AstraZeneca investit 15 milliards de dollars en Chine tandis qu’un ex-dirigeant est poursuivi
AstraZeneca a annoncé un investissement de 15 milliards de dollars dans ses sites chinois de R&D et de production d’ici 2030, afin de placer la Chine au rang de pôle d’innovation mondial aux côtés des États-Unis et de l’Europe. Cette stratégie est toutefois menée dans un contexte de procédures judiciaires, l’ancien patron en Chine, Leon Wang, faisant l’objet de poursuites pour collecte illégale de données, commerce illégal et fraude à l’assurance maladie.
UK pharmaceutical company AstraZeneca said in January it will invest $15 billion in its Chinese research and production facilities through 2030, putting China on par with the US and Europe as an innovation hub at a time of fierce global rivalry. The announcement comes as the company navigates significant legal challenges in the country, with China formally charging the company's former head of its China business Leon Wang more than a year after his detention.
According to the company, Wang and another former senior employee were charged with "unlawful collection of personal information, illegal trade, and medical insurance fraud." They are expected to stand trial in a court in Shenzhen, although a date has not been set. AstraZeneca's China subsidiary was also charged with unlawful collection of personal information and illegal trading. However, the company said there was no allegation that it had benefited from any "illegal gain" linked to the data collection, and it was not charged with medical insurance fraud.
The charges relate to illegal trading stem from a probe into the alleged unauthorized importation and the sale of the cancer drug Imjudo, which is approved in other markets but not in China. Separately, Chinese authorities have investigated the importation of other oncology medicines, including Imfinzi and Enhertu.
Wang, who led AstraZeneca's China operations for roughly a decade, was detained back in 2024, with his arrest triggering a sharp sell-off in AstraZeneca shares at the time, amid broader investigations by Chinese authorities into company executives and alleged medical insurance fraud and drug importation practices. As head of the China business, Wang had spearheaded a localization strategy that expanded sales teams and helped drive growth, particularly in oncology.

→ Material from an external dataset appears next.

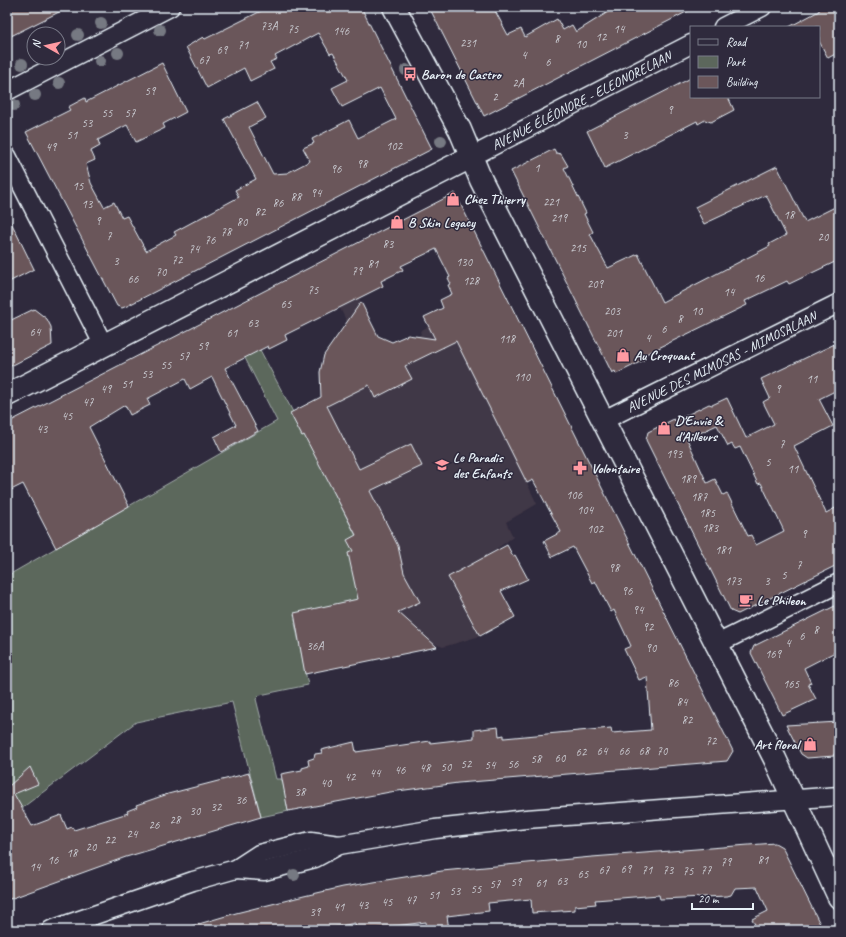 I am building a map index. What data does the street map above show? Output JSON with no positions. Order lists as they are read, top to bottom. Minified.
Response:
{"streets":{"street":["AVENUE ÉLÉONORE - ELEONORELAAN","AVENUE DES MIMOSAS - MIMOSALAAN"]},"places":{"bus stop":["Baron de Castro"],"shop":["Chez Thierry","B Skin Legacy","Au Croquant","D'Envie & d'Ailleurs","Art floral"],"school or university":["Le Paradis des Enfants"],"pharmacy":["Volontaire"],"cafe":["Le Phileon"]},"house_numbers":["73A","75","14","146","12","8","231","10","71","69","4","67","6","2A","59","2","9","55","57","53","51","3","102","49","98","1","96","15","94","88","221","86","13","82","18","219","9","80","78","7","20","76","83","215","74","72","3","130","81","79","70","16","66","128","209","75","14","65","203","10","8","63","6","64","61","201","4","118","59","57","55","53","110","11","51","49","9","47","45","43","7","193","5","11","189","106","187","104","185","183","102","9","181","7","98","5","173","3","96","94","92","8","6","4","36A","90","169","86","165","84","82","72","64","66","68","70","62","60","58","52","56","54","50","48","46","44","42","40","38","36","32","30","28","26","24","22","20","18","16","81","79","14","69","67","71","73","77","75","65","63","59","61","57","55","53","51","47","45","43","41","39"],"legend":["Road","Park","Building"],"scale_bar":"20 m","north":"left"} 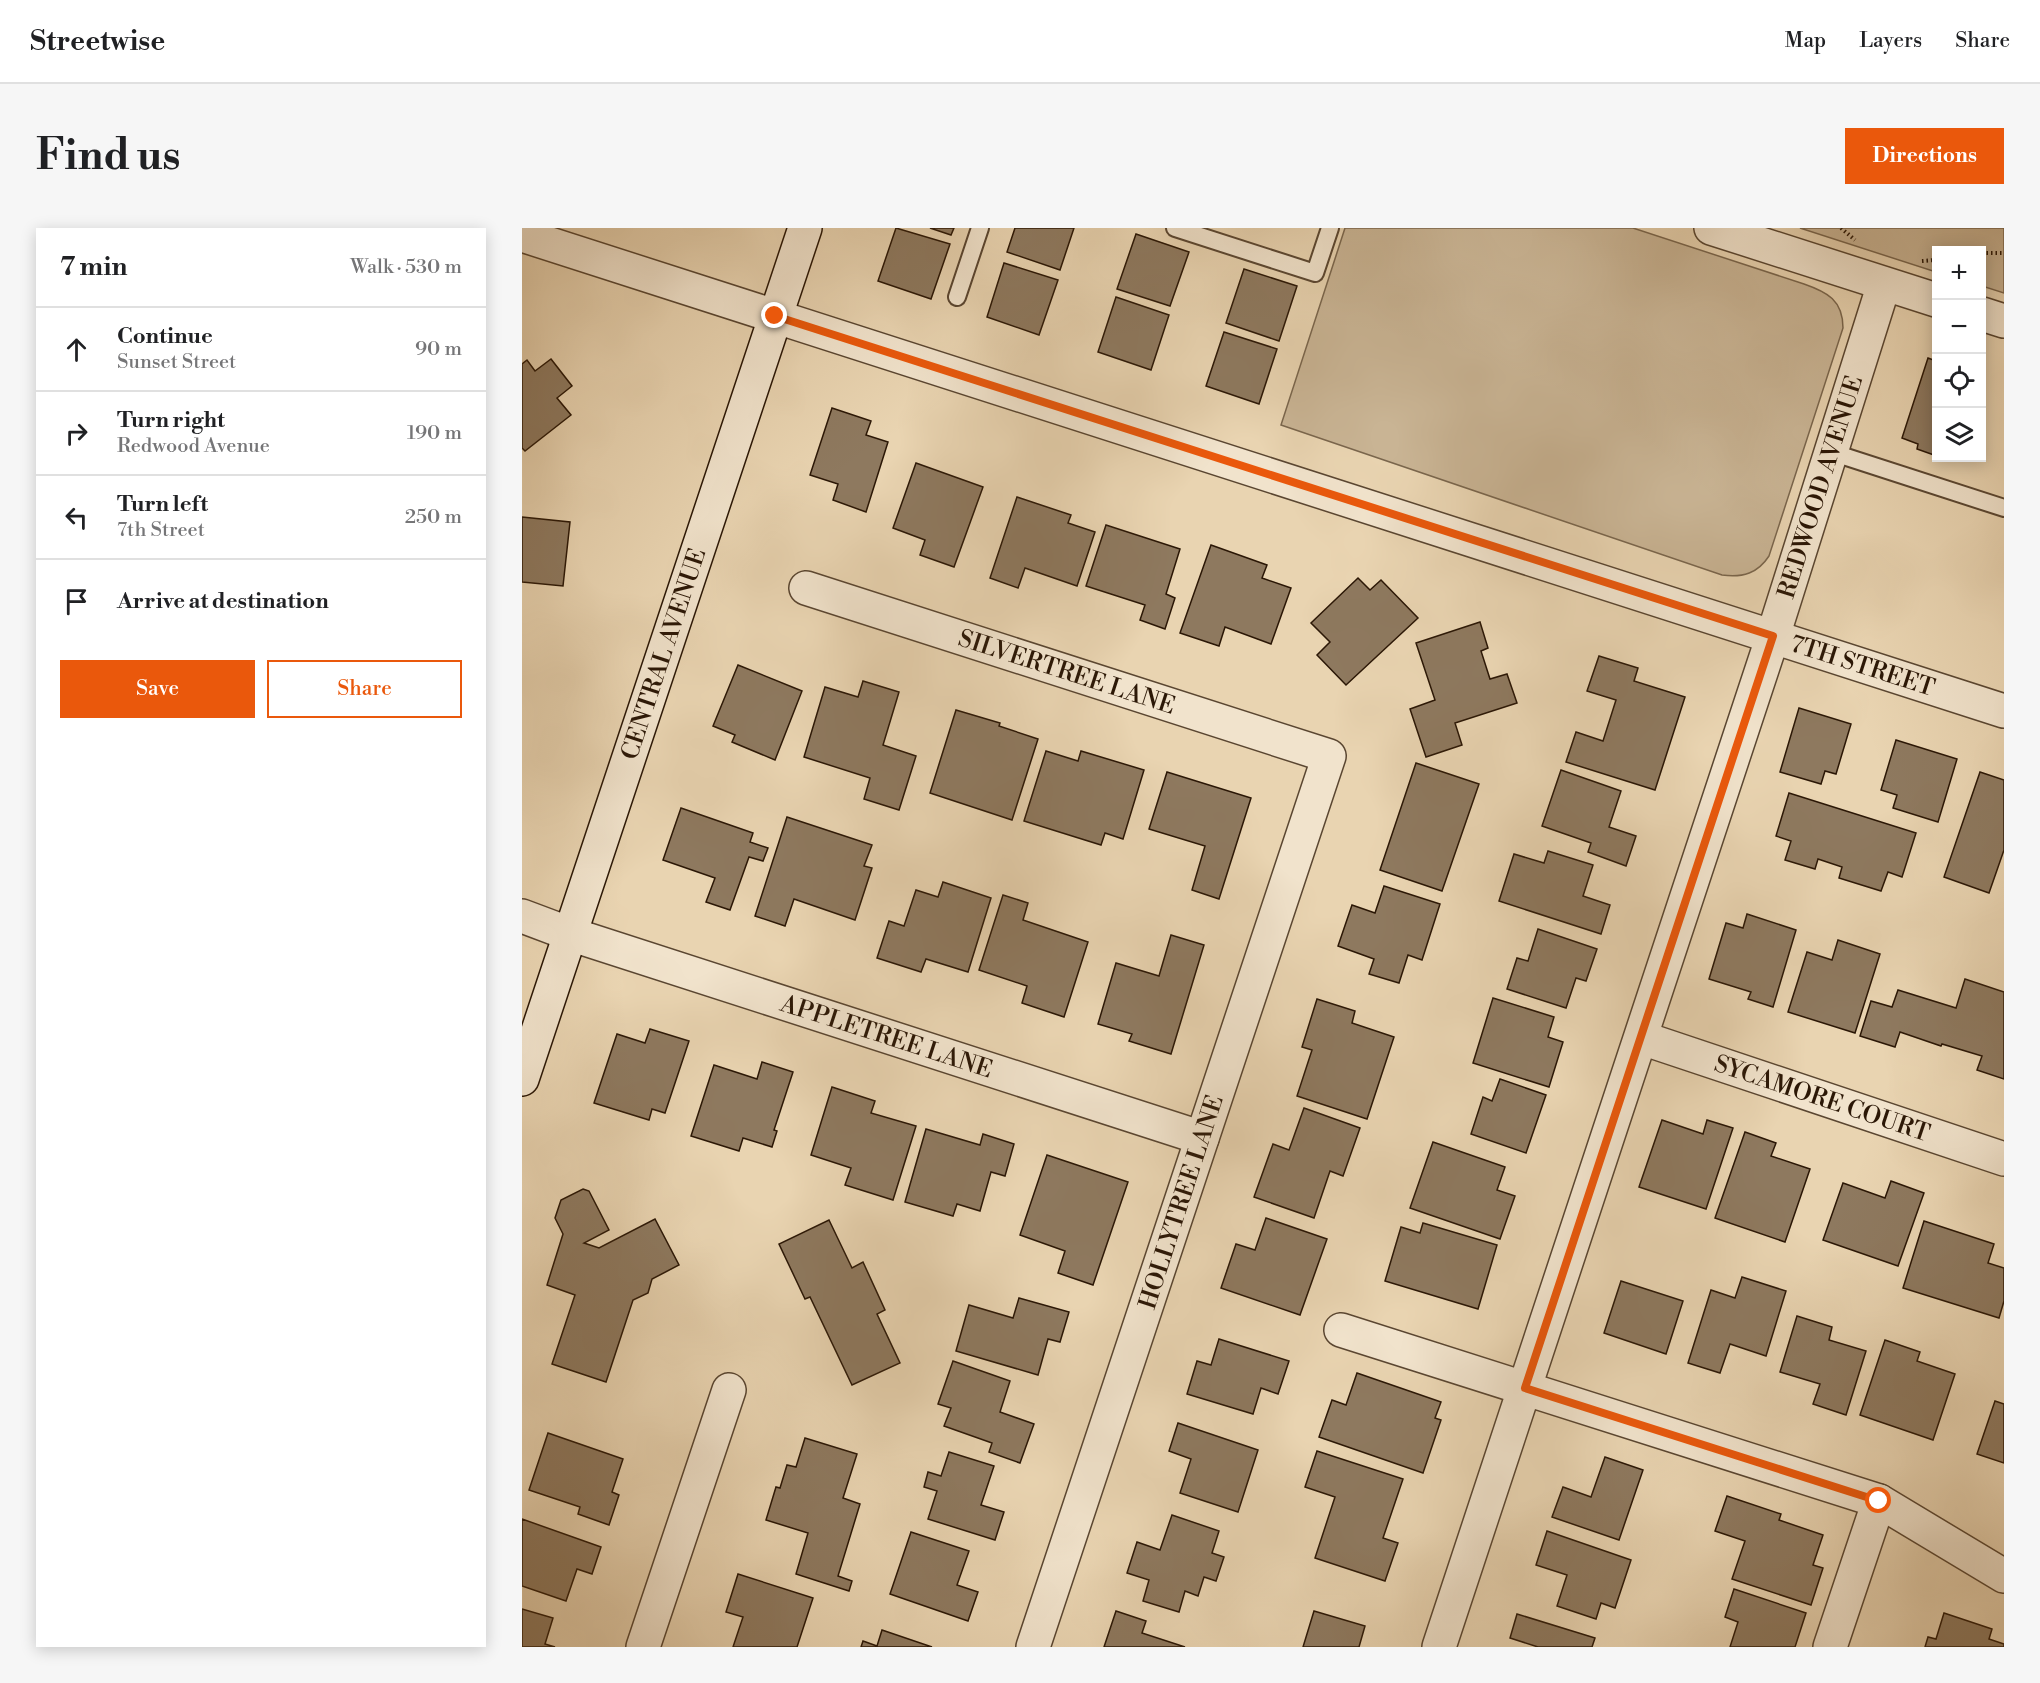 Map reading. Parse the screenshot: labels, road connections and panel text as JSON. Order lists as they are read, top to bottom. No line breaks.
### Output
{"streets":{"street":["REDWOOD AVENUE","CENTRAL AVENUE","7TH STREET","SILVERTREE LANE","APPLETREE LANE","SYCAMORE COURT","HOLLYTREE LANE"]},"crossings":[["REDWOOD AVENUE","7TH STREET"],["REDWOOD AVENUE","SYCAMORE COURT"],["CENTRAL AVENUE","7TH STREET"],["CENTRAL AVENUE","APPLETREE LANE"],["SILVERTREE LANE","HOLLYTREE LANE"],["APPLETREE LANE","HOLLYTREE LANE"]],"page":{"header":"Streetwise","nav":["Map","Layers","Share"],"buttons":["Directions",["Save","Share"]],"title":"Find us","heading":["7 min","Walk · 530 m"],"map_buttons":["+","−"],"list":[["Continue","Sunset Street","90 m"],["Turn right","Redwood Avenue","190 m"],["Turn left","7th Street","250 m"],"Arrive at destination"]}}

In November, AstraZeneca said it had prepaid approximately $3.5 million in import taxes to Chinese customs authorities to address part of the investigation, though it cautioned that it could still face additional fines of up to $17.5 million. The company has since taken steps to stabilize its local operations and leadership. In December 2024, AstraZeneca appointed a new international executive vice president to replace Wang and later installed long-standing executive Iskra Reic to oversee the Shanghai office.
Despite the legal challenges, AstraZeneca's $15-billion investment commitment goes directly against recent US and European policies aimed at protecting their biotech industries from competition. The US BIOSECURE Act, passed in December, limits the role of Chinese firms in US biotechnology R&D. The draft Biotech Act, which the European Commission published almost simultaneously, aims to close the innovation gap with the US and China.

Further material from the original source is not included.